• **TASK INSTRUCTIONS**
Your task is to show every line in the listing below that includes "overflow".

• **SUPPLIED INFORMATION**

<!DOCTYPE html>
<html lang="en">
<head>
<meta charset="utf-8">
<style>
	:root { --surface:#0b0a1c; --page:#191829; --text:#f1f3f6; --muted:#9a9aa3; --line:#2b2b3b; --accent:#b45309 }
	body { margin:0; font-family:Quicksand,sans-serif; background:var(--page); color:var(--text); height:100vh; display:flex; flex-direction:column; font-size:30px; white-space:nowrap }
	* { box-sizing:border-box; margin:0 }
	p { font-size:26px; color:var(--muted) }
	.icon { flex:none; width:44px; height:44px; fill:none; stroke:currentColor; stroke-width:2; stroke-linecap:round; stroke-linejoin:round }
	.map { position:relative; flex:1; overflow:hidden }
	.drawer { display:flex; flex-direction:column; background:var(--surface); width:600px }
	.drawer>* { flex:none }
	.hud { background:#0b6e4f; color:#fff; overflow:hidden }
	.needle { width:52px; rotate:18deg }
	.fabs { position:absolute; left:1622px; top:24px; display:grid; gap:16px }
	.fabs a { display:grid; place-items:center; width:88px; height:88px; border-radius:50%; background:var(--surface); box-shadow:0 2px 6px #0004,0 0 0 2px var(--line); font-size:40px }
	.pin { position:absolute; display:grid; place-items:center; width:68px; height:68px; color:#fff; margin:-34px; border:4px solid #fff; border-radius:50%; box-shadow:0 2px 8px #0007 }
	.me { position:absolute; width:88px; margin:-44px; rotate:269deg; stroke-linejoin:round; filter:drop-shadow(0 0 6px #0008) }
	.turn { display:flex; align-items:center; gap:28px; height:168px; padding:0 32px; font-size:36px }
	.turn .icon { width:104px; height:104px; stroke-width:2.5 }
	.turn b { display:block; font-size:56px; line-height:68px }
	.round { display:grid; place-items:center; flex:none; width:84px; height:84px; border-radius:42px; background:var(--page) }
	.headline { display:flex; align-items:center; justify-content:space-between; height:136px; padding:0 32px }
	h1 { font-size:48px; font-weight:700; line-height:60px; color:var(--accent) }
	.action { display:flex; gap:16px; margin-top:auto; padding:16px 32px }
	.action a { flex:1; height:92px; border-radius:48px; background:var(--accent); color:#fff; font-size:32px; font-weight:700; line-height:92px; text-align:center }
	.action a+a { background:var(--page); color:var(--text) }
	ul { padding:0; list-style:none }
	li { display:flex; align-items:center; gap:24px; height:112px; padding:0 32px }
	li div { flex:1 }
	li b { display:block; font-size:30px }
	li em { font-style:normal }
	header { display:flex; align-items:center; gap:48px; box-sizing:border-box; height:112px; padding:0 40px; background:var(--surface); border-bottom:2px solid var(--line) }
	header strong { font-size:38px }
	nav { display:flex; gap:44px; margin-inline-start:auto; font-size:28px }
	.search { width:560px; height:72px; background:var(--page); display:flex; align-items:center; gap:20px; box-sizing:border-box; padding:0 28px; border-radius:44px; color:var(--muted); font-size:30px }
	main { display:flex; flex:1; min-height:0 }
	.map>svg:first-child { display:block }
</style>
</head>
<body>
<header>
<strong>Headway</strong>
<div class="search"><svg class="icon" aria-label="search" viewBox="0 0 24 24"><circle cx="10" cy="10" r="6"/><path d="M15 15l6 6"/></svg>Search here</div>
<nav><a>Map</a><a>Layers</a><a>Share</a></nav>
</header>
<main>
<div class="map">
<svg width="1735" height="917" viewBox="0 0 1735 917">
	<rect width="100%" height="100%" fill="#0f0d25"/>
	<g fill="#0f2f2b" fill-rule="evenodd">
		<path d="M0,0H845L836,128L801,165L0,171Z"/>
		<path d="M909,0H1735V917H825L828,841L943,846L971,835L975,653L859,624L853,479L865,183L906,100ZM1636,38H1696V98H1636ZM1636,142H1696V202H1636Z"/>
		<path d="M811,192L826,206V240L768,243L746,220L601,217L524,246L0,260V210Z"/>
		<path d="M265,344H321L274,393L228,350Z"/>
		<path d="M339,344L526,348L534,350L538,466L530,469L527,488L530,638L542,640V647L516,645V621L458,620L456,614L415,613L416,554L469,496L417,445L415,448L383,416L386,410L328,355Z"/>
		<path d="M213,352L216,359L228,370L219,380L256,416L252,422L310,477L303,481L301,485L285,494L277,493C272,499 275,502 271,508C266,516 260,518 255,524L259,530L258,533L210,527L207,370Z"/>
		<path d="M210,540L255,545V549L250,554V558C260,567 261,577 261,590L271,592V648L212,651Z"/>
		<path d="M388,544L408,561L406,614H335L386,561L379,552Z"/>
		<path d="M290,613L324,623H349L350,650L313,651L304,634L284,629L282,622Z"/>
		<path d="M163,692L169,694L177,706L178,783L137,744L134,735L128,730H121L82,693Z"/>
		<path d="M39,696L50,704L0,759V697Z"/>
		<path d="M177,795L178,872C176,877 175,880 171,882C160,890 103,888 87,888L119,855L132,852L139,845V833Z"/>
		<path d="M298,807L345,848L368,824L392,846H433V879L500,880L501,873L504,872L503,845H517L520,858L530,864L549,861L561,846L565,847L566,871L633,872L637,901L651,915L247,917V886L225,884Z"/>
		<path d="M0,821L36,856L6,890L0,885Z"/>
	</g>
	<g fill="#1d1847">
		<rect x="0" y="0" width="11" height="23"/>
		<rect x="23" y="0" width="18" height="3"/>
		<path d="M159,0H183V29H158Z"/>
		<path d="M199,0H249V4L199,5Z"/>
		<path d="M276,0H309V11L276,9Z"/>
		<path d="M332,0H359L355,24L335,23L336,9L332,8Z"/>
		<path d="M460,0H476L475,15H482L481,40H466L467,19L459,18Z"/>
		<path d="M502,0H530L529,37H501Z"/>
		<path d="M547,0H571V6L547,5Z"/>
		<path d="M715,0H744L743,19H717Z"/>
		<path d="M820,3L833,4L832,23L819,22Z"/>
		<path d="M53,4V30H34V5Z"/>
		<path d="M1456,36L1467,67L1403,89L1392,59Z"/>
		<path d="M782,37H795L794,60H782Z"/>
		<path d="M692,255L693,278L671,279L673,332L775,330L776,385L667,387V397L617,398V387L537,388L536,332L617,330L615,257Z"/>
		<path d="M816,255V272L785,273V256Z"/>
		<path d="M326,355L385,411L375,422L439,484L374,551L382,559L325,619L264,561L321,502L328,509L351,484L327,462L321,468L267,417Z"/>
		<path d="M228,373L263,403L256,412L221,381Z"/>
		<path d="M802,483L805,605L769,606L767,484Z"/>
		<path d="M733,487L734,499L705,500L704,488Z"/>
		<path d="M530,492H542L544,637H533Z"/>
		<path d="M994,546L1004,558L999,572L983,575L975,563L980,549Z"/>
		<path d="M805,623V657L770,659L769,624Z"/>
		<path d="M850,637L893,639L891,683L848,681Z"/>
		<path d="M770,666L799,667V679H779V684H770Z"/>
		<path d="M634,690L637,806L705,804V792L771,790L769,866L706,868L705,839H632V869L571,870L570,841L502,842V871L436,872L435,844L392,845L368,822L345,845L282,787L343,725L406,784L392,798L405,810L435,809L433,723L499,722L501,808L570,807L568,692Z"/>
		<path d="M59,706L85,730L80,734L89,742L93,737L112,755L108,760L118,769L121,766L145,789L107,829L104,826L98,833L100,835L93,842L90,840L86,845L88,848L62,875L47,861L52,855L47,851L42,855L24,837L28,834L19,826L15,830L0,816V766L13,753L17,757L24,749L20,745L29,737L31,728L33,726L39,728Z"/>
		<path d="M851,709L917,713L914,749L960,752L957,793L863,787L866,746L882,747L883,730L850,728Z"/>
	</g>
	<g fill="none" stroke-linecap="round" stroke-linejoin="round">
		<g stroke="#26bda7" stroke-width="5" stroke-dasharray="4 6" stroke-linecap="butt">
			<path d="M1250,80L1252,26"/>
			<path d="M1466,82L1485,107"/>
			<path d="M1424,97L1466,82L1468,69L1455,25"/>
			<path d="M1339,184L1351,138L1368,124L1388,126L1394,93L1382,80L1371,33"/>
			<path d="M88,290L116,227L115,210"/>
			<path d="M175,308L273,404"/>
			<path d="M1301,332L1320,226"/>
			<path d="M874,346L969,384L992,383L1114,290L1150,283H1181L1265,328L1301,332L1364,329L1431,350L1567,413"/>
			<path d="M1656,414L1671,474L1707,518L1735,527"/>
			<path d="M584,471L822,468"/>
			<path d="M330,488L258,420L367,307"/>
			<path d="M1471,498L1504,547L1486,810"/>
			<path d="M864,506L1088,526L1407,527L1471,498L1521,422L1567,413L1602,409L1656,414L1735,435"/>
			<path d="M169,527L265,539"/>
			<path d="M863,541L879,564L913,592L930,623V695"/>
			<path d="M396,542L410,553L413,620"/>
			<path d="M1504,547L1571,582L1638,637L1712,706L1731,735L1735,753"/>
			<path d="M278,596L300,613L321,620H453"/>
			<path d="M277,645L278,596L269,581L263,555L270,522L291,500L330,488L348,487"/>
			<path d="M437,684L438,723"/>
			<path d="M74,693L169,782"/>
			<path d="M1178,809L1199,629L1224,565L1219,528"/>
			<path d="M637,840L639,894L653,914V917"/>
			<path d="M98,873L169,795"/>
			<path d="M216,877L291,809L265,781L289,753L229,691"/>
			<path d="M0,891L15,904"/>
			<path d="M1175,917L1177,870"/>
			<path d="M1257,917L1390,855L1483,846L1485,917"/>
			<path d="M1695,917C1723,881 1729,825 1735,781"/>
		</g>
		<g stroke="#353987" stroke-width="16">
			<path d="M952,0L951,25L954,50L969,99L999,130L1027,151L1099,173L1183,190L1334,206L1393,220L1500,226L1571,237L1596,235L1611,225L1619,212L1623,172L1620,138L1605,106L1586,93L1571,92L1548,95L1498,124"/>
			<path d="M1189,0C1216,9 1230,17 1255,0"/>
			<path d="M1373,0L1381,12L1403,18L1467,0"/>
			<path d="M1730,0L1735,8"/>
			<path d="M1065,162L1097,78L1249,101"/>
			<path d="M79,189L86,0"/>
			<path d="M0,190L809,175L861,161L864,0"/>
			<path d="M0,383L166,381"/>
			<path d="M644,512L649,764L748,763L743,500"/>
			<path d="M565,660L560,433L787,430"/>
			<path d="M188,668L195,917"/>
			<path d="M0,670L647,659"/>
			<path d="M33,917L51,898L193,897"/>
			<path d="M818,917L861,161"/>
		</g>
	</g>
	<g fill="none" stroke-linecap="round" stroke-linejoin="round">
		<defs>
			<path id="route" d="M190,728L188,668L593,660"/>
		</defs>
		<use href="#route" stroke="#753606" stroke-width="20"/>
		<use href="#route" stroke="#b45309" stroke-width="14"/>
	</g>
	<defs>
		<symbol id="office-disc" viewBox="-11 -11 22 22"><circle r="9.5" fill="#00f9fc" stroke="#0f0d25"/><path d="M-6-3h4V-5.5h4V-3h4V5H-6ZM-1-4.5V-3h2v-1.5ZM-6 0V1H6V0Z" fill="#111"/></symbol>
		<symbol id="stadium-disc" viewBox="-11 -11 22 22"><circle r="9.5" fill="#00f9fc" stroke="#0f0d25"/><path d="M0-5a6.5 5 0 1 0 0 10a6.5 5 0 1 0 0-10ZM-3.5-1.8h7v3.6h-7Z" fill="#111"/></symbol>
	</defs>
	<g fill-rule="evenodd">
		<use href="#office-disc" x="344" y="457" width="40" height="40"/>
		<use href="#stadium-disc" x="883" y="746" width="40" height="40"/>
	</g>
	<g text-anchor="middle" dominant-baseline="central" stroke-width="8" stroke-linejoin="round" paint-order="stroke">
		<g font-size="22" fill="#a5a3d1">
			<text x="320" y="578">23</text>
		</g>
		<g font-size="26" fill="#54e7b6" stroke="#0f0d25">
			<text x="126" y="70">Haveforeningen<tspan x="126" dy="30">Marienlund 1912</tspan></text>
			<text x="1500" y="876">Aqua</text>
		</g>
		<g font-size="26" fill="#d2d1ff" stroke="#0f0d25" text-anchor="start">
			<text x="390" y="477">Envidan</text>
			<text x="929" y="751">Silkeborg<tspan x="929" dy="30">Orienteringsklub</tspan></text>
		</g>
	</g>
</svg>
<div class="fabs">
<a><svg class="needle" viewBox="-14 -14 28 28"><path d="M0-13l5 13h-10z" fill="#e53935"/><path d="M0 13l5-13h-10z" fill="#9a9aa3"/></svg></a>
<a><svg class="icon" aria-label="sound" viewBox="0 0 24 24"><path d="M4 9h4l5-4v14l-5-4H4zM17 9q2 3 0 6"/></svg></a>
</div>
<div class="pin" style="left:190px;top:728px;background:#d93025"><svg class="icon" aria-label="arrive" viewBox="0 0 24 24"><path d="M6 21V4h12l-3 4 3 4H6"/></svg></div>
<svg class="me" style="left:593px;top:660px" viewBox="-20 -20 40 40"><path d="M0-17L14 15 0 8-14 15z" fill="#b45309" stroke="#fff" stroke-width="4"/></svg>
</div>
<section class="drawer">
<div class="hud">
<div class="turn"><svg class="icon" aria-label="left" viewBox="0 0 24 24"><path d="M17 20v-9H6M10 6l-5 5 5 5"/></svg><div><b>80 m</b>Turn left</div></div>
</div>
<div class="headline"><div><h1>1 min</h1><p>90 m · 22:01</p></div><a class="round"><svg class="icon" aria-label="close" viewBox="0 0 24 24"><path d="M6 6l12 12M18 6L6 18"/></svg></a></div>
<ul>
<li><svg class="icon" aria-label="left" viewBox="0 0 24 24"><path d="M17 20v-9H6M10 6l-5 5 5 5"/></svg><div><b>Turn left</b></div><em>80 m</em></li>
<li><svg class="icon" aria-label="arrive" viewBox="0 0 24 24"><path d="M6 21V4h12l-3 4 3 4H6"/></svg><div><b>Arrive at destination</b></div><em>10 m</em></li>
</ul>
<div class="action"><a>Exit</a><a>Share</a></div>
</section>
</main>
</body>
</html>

• **YOUR RESPONSE**
	.map { position:relative; flex:1; overflow:hidden }
	.hud { background:#0b6e4f; color:#fff; overflow:hidden }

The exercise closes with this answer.